Il regrette que les "voies et séries soient hiérarchisées. Dans la voie générale, l’admission en série S est considérée comme un brevet de réussite et de qualité; l’admission en série ES comme convenable; le plus souvent l’admission en L est destinée aux lycéens, ou plutôt aux lycéennes, qui peuvent certes demeurer dans la voie générale mais sans être appelés à briller particulièrement. (…) La série L est trop souvent considérée aujourd’hui comme une orientation par dépit où se retrouvent celles et ceux qui n’ont été acceptés ni en S ni en ES".
Délaissée par les meilleurs lycéens
Les élèves sont en réalité mal orientés, estime le patron de Science-po. L’orientation se fait aujourd’hui "massivement par défaut, à l’aune du seul bulletin scolaire et masque souvent une simple sélection. Il en résulte une hiérarchie des filières". Les lycéens brillants sont automatiquement orientés vers la filière S, explique-t-il.
Inégalité post-bac
A cause de la dévalorisation de la filière littéraire, les alternatives d'études post-bac sont plus réduites pour un bachelier L que pour un bachelier S, explique Richard Descoings. "Etre admis en S, c’est être assuré que toutes les orientations post-bac sont possibles, y compris dans les CPGE [prépas] littéraires, y compris à l’université dans toutes les disciplines (…). Tandis que le futur bachelier L peut à juste titre estimer que bien des poursuites d’études post-bac lui sont à tout jamais fermées". Selon lui, les littéraires ont une mauvaise réputation, celle d'opter pour la solution de facilité en voulant éviter à tout prix les enseignements scientifiques et en bénéficiant d'un emploi du temps allégé.
Outre l'université, 12,5% des bacheliers L choisissent les BTS et les DUT, 8% optent pour des écoles spécialisées (santé, social, arts, architecture, traduction, sciences politiques ou commerce), et 9% d'entre eux accèdent aux prépas.

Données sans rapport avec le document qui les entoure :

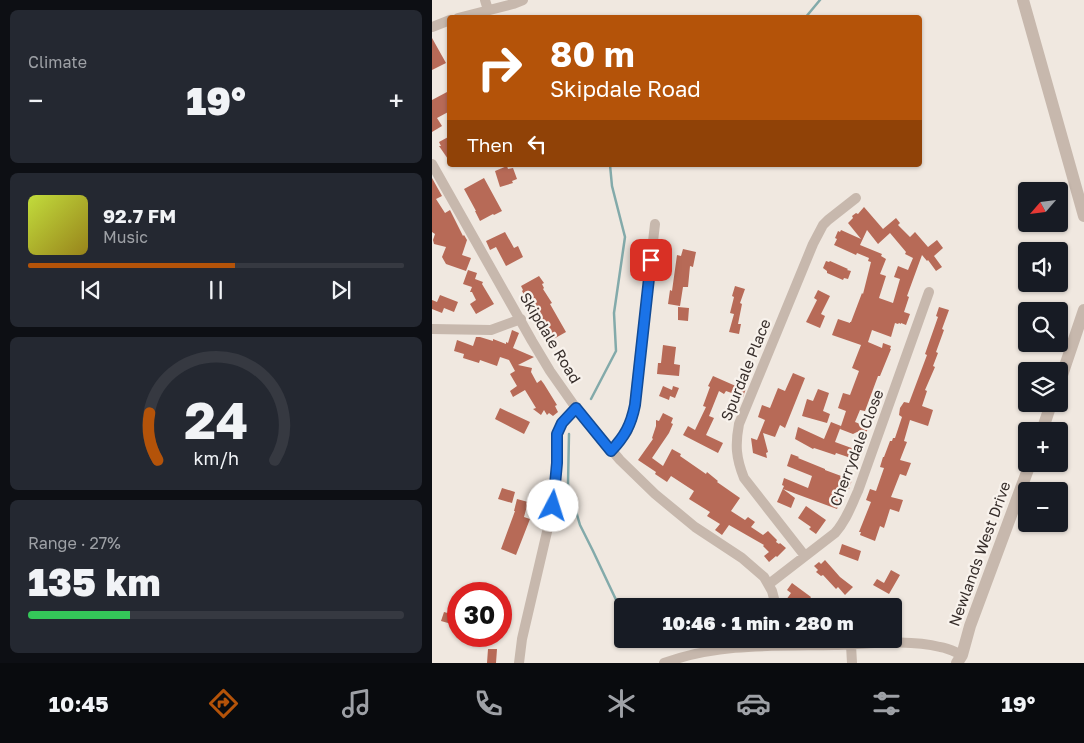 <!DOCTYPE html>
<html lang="en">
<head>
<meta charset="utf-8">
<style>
	body { margin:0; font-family:"Golos Text",sans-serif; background:#242831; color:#f1f3f6; height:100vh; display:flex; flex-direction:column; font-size:19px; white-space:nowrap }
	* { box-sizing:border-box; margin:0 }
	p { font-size:16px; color:#9ea1a6 }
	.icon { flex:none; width:28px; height:28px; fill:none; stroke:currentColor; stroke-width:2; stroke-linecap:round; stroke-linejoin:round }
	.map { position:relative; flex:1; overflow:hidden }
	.details { display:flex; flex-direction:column; gap:10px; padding:10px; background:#0d0f14; width:432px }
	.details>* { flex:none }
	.hud { position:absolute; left:15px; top:15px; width:475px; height:152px; border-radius:5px; box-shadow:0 1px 4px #0004; background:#b45309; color:#fff; overflow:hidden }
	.needle { width:32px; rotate:242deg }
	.controls { position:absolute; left:586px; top:182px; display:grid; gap:10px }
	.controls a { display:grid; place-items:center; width:50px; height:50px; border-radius:5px; background:#171b24; box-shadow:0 1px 4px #0004; font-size:25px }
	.speed { position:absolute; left:15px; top:582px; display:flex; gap:10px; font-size:25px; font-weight:700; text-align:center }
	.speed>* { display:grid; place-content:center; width:65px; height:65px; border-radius:50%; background:#171b24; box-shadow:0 1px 4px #0004; line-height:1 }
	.speed .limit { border:8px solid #d22; background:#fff; color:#111 }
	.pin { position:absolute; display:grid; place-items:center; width:42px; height:42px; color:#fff; margin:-21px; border-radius:10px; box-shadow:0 2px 8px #0006 }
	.me { position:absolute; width:55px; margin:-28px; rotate:5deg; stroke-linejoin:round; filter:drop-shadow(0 0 4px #0008) }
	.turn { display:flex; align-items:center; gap:18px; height:105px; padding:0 20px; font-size:22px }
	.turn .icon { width:65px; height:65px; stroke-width:2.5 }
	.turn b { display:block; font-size:35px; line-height:42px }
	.then { display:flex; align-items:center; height:48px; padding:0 20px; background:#0003; gap:10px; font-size:19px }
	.big { font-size:38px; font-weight:800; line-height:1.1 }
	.details .card { flex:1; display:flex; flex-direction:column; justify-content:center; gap:8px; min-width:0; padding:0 18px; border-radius:8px; background:#242831 }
	.details .dial { align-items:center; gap:0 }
	.dial svg { height:130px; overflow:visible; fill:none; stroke:#363941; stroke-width:7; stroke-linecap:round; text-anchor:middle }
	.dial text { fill:#f1f3f6; stroke:none }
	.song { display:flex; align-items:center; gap:15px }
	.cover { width:60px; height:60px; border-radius:8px; background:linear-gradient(135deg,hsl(70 70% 55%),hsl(50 70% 35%)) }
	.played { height:5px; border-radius:2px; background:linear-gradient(90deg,#b45309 55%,#363941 55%) }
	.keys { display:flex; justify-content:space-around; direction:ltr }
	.heat { display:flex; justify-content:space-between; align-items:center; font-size:28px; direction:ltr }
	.charge { height:8px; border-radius:4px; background:linear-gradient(90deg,#34c759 27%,#363941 0) }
	.trip { position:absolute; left:182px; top:598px; width:288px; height:50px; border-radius:5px; background:#171b24; box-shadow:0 1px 4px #0004; font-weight:800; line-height:50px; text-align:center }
	.menu { display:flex; height:80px; justify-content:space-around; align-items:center; background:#090b0e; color:#9ea1a6 }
	.menu .icon { width:35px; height:35px }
	.menu .on { color:#b45309 }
	.menu b { font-size:22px; color:#f1f3f6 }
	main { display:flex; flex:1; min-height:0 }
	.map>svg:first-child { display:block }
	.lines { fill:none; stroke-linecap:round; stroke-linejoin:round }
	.stream { stroke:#83aaaa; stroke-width:2.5 }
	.building { fill:#b76a57; fill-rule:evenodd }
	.minor { stroke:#c7b8ad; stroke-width:10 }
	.tertiary { stroke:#c7b8ad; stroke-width:12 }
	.route-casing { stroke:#114b97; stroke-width:12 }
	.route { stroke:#1a73e8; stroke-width:9 }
	.labels { text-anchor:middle; stroke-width:4.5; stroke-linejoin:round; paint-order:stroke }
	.street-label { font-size:15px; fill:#372e2b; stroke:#f8f2ec }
</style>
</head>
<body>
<main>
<section class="details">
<div class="card"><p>Climate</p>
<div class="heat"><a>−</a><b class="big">19°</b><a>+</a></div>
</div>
<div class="card">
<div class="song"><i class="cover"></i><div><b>92.7 FM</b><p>Music</p></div></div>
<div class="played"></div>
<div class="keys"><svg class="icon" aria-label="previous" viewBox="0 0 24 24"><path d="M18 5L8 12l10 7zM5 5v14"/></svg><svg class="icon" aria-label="pause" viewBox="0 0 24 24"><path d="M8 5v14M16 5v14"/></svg><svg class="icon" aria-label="next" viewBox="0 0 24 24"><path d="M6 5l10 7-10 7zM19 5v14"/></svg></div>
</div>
<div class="card dial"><svg viewBox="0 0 100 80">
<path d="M14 69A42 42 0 1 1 86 69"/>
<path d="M14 69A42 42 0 0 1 9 40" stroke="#b45309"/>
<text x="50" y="56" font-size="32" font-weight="700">24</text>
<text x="50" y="72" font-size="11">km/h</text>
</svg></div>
<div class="card"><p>Range · 27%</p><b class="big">135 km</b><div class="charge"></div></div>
</section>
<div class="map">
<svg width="652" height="663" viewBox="0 0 652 663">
	<rect width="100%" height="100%" fill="#f0e8e0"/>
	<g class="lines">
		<!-- stream -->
		<path class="stream" d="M373,18L388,0
			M159,399L184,351L182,313L193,237L180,186L178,165
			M137,434L136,484L148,525L161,551L186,604L188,639"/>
	</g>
	<!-- building -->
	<path class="building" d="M0,38L14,63L0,70Z
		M15,92L18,98V111L5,118L10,126L0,132V100Z
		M18,136V162L7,146H9L7,142Z
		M75,166L76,169L81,168L85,179L80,181L81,183L68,187L63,171Z
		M0,178L10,196L4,199L13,213L18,210L31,236L32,235L35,240L30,255L39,258L34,271L14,264L10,257L14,247L2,244L1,240L3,234L0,232Z
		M52,178L70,211L62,215L61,214L48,221L43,211H44L32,189Z
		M432,207L451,229L464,218L468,223L466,225L478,237L483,232L496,247L505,240L511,248L502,256L510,267L504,271L496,260L495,261L490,255L475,296L477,297L472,312L478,314L474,325L469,323V324L467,323L466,324L463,323L459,337L440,330L436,342L450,348L451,343L459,346L458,349H459L448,376H446L433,411L428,410L423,422L436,427L434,435L425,432L421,434L408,429L414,411L406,408L411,393L418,395L427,371L420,368L429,345L400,335L406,319L418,323V322H419L430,293L431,294L439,262L436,261L437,258L425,253L424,255L402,245L405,239L403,238L406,231L408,232L409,230L429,239L416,223L421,218L420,216L424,213L426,214ZM435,230L446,244L458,233L474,252L473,254L481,258L476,270L466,266L462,277L468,279L461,303L447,298L454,276L448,274L454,259L449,256L450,254L428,245Z
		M73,232L82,248L86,246L91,257L74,266L64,247L58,250L54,241Z
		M251,249L264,252L261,267L258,266L256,287H251L248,306L236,304L238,290L240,291L245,255L249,256Z
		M394,261L397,262L398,261L416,269L415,270L419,271L416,279L412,278L411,280L395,273V271L391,268Z
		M36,270L45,273L43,279L51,282L50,284L62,304L44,314L38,304L44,300L40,292H38L40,287L31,284Z
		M107,276L112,283L110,284L112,288L111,289L120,303L118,304L134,332L118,341L113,333L111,334L94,306L97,304L90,291L91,290L89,286Z
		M303,286L313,289L308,303L310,304L306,324H309L307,334L297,332L302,314L298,313L302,297L300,296Z
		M386,290L398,296L389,314L393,316L388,328L374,322L385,300L382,298Z
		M8,295L26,302L22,312L12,308L10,313L0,309V300L5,302Z
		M246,307L257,308L256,321L246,320Z
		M507,307L517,310L510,329L512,330L504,352L506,353L501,366L503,367L493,390L495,391L490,406L501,410L496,426L478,420L472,441L475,442L468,460L479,463L474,476L468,474L459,497L471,500L467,512L458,509L452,528L448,526L443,541L428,535L429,532H427L439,502L434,500L438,489L444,491L452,468L448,467L451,457H452L458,441H460L461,438H463L470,417L467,415L468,408L472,402L477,403L495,355L493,354L506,317L504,316Z
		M80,330L87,333L81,348L102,357L86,365L100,368L99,372L105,383L109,380L112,384L125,405L123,406L126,412L121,416L117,413L115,415L112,410L109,415L101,409L104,408L93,390L81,397L78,391L85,386L78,374L83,371L77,360L68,357L65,366L48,360L47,363L31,358L32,354L22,351L25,340L41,346L44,337H48L61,341V339L74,344V342L76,343Z
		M231,345L244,347L242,364L248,365L247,376L225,374L226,363H229Z
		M361,373L373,378L353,428L348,425L343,437L331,433L336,452L334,453L335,458L321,453L319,438L325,440L333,420L326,417L330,405L338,408L346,388L353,391Z
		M281,376L306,387V385L314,388L311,397L294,391L292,394L287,391L277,416L282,418L274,435L291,443L286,453L251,435L256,426L263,430L274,407L271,406L278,387L276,386Z
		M231,386L240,390L241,386L247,388L243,398L238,396L237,400L227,396Z
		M386,389L397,393L391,411L398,414L395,423L370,416L375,399L381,401Z
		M68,408L98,422L92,434L63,419Z
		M231,413L241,418L239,423L241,424L237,433L220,458L231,466L240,449L249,454L248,456L274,474L275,472L286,481L285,482L308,498L299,511L313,520L316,517L323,522L319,527L331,535L336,531L345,540L344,542L347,544L348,543L354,548L345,557L344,556L337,562L332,556L337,552L331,546L332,545L297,525L290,535L283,530L288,524L275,516L278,512L257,499L262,491L239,476L235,482L223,474L224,472L206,460L221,439L220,438L224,426V420L227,421Z
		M399,422L409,426L403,442L425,450L422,459L404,453L403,455L382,448L381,449L363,439L366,427L392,439Z
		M359,454L367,457L366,458L393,469V470L420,480L417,489L411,487L406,502H408L405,509L351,489L363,498L359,508L345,502L352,486L350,485L352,478L376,488L380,476L355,466Z
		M70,488L83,492L80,503L66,499Z
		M85,499L96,502L92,517L98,519L84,555L69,549L83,511H82Z
		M374,506L394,520L384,534L377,529L379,527L366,518Z
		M410,544L429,551L426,561L407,554Z
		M393,560L408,577L421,587L413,595L406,587L404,589L391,575L389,576L384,572L386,570L382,566L387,562L389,564Z
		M459,570L468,575L457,594L441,585L445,579L452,583Z
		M43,583L57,588L54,594H36L40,585L42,586Z
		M360,583L379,597L377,600L387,606H353L356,601L354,600L359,593L355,590Z
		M12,612L26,616L23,625L9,621Z
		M56,649H65L64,663H55Z"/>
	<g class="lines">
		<!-- minor -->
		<path class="minor" d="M53,0L56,10
			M26,18L81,4L91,0
			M0,27L18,20
			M0,164L100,341L118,371L144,408L188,460L223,494L263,527L310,558L332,577L340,591L344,606
			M0,329L59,330L89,319
			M179,451L195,432L201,416L223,224
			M373,556L312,478C304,458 303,445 307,424L381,244L391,225L396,220L424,198
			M337,584L403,533C414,521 419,506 426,491L497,292
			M419,645L420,663
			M87,663L90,639L121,506L125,463V434L130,423L144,408
			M232,663C286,643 344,646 402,645C435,644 476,639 508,647C516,648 523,652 530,655"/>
		<!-- tertiary -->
		<path class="tertiary" d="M591,0L652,216
			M628,381L652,310
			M610,431L619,404
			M525,663L530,655L538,626L598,464"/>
	</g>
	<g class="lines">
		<defs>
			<path id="route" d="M121,506L125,463V434L130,423L144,408L179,451C193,436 199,425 203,405L219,260"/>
		</defs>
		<!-- route casing -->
		<use href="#route" class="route-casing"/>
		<!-- route -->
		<use href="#route" class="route"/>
	</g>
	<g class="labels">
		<!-- street labels -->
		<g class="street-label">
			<text transform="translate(118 338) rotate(59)" y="5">Skipdale Road</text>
			<text transform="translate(314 370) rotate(-68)" y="5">Spurdale Place</text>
			<text transform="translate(425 448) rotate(-69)" y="5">Cherrydale Close</text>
			<text transform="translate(548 554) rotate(-70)" y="5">Newlands West Drive</text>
		</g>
	</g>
</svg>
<div class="controls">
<a><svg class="needle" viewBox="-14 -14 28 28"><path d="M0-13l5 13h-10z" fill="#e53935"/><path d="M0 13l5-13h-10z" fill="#9ea1a6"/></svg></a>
<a><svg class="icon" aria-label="sound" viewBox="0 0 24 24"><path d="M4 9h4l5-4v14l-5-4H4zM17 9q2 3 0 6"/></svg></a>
<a><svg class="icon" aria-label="search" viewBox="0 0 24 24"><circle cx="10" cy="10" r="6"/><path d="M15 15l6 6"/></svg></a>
<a><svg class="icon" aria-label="layers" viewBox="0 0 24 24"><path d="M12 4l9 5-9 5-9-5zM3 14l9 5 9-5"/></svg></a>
<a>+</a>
<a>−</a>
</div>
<div class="speed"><div class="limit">30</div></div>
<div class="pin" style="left:219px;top:260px;background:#d93025"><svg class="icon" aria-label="arrive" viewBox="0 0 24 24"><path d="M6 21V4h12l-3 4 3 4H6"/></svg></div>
<svg class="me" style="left:121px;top:506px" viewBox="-20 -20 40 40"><circle r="19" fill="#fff"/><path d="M0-13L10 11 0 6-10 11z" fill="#1a73e8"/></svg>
<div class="trip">10:46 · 1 min · 280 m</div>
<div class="hud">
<div class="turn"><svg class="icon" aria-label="right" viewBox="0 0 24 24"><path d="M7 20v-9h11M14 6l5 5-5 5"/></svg><div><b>80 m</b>Skipdale Road</div></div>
<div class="then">Then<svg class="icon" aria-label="left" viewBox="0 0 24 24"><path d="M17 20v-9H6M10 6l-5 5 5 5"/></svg></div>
</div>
</div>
</main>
<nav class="menu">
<b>10:45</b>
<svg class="icon on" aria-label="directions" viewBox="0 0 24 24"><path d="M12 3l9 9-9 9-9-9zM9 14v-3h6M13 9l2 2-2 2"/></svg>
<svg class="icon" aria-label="music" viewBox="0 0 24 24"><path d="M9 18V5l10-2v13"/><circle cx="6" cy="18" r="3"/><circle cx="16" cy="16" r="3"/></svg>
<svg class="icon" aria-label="phone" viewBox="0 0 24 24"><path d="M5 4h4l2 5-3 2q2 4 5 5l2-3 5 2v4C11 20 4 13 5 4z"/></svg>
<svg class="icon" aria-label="climate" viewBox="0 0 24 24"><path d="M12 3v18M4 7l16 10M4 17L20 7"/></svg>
<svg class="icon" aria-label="car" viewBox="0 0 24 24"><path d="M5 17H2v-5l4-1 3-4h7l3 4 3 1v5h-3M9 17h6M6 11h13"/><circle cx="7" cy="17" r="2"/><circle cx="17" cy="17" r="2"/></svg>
<svg class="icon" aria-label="filters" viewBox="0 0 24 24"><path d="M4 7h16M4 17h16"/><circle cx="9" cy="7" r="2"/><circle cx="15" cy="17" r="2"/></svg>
<b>19°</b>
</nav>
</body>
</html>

Ils ne représentent toutefois que 6 élèves sur 10 dans les classes littéraires et artistiques. En effet, même au sein de ces prépas, censées leur être réservées, il existe une filière "B/L" qui recrute exclusivement des bacheliers S. "Une manière de souligner que les meilleurs littéraires se trouvent en S", dénonce Richard Descoing
Ils peuvent également intégrer les prépas commerce, sous réserve d'un niveau en math "suffisant". Condition surprenante aux vues de la faiblesse des enseignements scientifiques en terminale L.
Les élites des différentes filières n'échappent pas aux inégalités: lorsque la quasi-totalité des élèves de prépas scientifiques et commerciales sont reçus à un concours, seulement 1 élève sur 10 des prépas littéraires est reçu aux concours, indique Richard Descoings.
Insertion professionnelle difficile
Mais ce n'est pas tout. Une fois leur diplôme acquis, les bacheliers L peinent à entrer dans la vie active. Une nette majorité d’entre eux suivent un cursus universitaire, or une enquête de l'Apec parue vendredi 2 octobre révèle que 69% des demandeurs d'emploi sortent de la fac. L'enquête indique que 8 mois après leur sortie du système éducatif, seuls 68 % des diplômés Bac+4 occupent un poste. Parmi eux, les diplômés d'écoles de commerce et d'ingénieurs sont ceux qui s'insèrent le plus facilement dans la vie professionnelle, alors que les diplômés universitaires sont les plus touchés par le chômage.
En outre, 80% de des lycéens littéraires sont des filles, parmi lesquelles beaucoup se destinent à l’enseignement. "Elles ne sont aujourd’hui pas du tout indifférentes à la réforme des IUFM et à la baisse vertigineuse du nombre des postes mis aux concours de recrutement des enseignants", souligne le président de Science-po.
Revalorisation nécessaire
La réforme proposée par Richard Descoings -reprise par Nicolas Sarkozy- pour revaloriser la filière littéraire au lycée se décline en plusieurs volets: durcir l’admission en S, relever le niveau des matières scientifiques de cette filière et en limiter le caractère généraliste, afin d'empêcher les lycéens les moins calés en sciences de l'intégrer. Ainsi, les deux autres séries seront mieux valorisées et constitueront de vrais choix d’orientation par goût pour les matières et non par hiérarchie des représentations sociales.